### [Task description]
Filter the data below, keeping only lines that contain "scale".

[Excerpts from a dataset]
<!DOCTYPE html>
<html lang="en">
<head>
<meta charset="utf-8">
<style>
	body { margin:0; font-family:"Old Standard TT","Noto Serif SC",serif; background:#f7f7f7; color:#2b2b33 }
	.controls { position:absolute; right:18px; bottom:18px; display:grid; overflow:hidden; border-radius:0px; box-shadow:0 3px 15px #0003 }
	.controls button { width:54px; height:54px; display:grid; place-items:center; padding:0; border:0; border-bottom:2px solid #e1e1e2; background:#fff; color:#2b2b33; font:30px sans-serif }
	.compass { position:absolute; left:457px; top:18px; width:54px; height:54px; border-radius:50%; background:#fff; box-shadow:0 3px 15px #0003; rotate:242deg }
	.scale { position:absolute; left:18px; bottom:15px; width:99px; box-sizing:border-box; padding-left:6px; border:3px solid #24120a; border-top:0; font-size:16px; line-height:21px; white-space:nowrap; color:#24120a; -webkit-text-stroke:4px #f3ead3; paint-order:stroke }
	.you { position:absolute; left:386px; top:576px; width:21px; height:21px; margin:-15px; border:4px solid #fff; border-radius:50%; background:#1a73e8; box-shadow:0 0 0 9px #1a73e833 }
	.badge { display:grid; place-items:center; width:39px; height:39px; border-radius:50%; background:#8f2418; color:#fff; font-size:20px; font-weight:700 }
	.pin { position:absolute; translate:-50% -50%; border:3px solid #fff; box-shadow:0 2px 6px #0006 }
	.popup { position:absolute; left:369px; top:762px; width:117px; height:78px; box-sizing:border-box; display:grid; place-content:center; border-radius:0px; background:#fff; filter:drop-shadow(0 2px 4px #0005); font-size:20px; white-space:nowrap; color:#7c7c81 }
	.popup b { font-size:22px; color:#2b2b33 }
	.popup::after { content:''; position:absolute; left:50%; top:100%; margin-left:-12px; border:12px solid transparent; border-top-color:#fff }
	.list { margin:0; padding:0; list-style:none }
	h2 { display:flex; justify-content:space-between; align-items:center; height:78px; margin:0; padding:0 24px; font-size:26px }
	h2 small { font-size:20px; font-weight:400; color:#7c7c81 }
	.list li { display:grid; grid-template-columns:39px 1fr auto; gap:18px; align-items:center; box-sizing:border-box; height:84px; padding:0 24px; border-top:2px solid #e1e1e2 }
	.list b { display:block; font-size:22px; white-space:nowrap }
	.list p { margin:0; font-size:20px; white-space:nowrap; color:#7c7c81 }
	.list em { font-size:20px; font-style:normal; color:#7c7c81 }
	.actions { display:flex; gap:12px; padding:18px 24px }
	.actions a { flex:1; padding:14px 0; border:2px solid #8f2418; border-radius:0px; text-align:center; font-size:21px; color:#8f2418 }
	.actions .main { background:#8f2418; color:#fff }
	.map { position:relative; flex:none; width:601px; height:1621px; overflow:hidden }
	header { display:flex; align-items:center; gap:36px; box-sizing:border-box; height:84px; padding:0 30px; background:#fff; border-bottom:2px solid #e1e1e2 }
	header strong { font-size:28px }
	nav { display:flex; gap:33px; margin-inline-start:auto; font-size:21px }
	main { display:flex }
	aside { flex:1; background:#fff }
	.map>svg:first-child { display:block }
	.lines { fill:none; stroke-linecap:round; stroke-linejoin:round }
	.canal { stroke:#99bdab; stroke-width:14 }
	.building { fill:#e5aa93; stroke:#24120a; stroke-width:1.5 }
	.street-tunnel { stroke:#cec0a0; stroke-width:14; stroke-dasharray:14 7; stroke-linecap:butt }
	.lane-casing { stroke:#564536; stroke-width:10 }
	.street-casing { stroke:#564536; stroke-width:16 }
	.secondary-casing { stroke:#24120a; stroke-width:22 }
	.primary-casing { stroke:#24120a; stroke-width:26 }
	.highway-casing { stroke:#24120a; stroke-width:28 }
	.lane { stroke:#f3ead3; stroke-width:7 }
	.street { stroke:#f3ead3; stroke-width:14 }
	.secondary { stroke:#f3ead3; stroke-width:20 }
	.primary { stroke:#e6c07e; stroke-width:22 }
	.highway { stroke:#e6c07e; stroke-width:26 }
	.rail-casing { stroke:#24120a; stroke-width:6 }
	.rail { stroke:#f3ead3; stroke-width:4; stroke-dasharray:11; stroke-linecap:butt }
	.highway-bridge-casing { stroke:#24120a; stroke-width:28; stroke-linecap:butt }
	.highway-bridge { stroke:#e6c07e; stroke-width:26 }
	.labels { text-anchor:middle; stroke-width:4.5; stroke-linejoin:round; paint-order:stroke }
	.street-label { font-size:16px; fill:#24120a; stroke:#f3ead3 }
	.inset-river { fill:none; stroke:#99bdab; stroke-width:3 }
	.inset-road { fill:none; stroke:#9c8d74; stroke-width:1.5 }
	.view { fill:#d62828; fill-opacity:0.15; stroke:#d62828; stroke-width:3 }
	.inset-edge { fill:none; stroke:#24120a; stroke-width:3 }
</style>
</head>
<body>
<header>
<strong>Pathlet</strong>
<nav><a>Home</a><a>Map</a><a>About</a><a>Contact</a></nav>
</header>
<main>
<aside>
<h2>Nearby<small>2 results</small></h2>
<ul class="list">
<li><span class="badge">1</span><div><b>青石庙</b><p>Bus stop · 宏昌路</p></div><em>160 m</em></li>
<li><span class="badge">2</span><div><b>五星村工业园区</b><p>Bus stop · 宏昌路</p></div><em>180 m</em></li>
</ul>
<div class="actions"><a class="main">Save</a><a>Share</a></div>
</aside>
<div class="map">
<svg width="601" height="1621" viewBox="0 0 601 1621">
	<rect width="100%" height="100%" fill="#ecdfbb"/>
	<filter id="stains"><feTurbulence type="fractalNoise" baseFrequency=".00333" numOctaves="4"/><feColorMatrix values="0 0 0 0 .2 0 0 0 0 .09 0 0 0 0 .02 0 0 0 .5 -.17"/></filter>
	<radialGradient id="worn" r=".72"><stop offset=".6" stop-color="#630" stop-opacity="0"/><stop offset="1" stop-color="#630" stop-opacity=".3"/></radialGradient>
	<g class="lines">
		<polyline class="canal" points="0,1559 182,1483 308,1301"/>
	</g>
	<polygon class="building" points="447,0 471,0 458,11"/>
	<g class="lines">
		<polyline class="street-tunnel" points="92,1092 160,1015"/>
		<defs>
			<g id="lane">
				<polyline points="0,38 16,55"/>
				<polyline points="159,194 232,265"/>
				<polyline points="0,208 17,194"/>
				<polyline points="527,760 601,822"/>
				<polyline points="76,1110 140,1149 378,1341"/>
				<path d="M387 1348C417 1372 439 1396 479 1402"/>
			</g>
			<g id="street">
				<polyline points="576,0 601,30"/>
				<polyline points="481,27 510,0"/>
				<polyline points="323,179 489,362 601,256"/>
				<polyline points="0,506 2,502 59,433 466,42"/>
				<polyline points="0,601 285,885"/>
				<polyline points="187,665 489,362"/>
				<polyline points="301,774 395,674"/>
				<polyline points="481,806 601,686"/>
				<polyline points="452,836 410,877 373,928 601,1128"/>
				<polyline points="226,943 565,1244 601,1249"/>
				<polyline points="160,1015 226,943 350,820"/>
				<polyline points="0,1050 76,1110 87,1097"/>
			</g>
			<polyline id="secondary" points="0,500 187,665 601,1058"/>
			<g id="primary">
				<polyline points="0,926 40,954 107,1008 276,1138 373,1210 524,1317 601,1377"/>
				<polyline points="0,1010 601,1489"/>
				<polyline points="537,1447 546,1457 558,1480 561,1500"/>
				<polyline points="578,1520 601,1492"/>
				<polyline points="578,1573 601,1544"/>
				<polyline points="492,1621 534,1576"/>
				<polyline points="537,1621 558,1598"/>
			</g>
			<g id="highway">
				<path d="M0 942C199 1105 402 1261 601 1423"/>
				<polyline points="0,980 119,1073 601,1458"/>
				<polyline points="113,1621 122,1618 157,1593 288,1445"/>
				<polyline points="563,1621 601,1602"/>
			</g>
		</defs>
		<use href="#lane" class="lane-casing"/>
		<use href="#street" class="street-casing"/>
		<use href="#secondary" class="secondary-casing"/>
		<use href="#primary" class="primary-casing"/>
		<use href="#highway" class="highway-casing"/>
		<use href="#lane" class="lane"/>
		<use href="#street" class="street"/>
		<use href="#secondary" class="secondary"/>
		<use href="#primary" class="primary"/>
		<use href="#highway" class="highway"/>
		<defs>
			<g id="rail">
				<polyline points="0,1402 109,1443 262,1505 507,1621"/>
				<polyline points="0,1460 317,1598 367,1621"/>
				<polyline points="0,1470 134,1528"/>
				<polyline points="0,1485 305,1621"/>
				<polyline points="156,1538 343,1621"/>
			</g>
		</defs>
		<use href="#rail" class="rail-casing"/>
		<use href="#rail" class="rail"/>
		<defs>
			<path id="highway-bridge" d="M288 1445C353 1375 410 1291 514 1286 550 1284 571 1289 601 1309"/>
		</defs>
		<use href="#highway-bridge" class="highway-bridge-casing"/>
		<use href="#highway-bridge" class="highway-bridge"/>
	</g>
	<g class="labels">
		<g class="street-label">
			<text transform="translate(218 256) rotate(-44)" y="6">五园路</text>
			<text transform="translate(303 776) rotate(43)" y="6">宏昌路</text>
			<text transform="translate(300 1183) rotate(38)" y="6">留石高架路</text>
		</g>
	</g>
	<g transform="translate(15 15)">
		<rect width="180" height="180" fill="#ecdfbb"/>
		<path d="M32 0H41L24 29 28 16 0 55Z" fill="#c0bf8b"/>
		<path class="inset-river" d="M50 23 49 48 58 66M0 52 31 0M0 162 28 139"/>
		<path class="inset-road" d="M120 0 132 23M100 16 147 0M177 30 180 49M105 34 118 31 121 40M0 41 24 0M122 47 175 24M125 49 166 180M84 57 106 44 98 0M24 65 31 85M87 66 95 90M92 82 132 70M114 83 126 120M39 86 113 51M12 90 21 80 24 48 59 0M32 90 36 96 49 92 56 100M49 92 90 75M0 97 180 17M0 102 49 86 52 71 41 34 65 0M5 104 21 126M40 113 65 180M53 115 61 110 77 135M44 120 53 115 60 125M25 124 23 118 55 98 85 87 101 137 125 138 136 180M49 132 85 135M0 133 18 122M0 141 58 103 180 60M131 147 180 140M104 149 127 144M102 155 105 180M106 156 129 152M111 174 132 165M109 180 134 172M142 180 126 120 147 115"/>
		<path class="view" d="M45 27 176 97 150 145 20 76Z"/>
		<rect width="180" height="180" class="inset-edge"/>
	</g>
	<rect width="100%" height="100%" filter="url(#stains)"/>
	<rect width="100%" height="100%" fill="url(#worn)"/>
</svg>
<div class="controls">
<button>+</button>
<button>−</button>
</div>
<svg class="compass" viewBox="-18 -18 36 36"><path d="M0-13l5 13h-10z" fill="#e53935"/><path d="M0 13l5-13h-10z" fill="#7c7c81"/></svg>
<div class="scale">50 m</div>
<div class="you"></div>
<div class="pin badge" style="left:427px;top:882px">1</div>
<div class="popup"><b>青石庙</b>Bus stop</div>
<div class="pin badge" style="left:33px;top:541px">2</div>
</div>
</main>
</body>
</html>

### [Response to the exercise]
	.scale { position:absolute; left:18px; bottom:15px; width:99px; box-sizing:border-box; padding-left:6px; border:3px solid #24120a; border-top:0; font-size:16px; line-height:21px; white-space:nowrap; color:#24120a; -webkit-text-stroke:4px #f3ead3; paint-order:stroke }
<div class="scale">50 m</div>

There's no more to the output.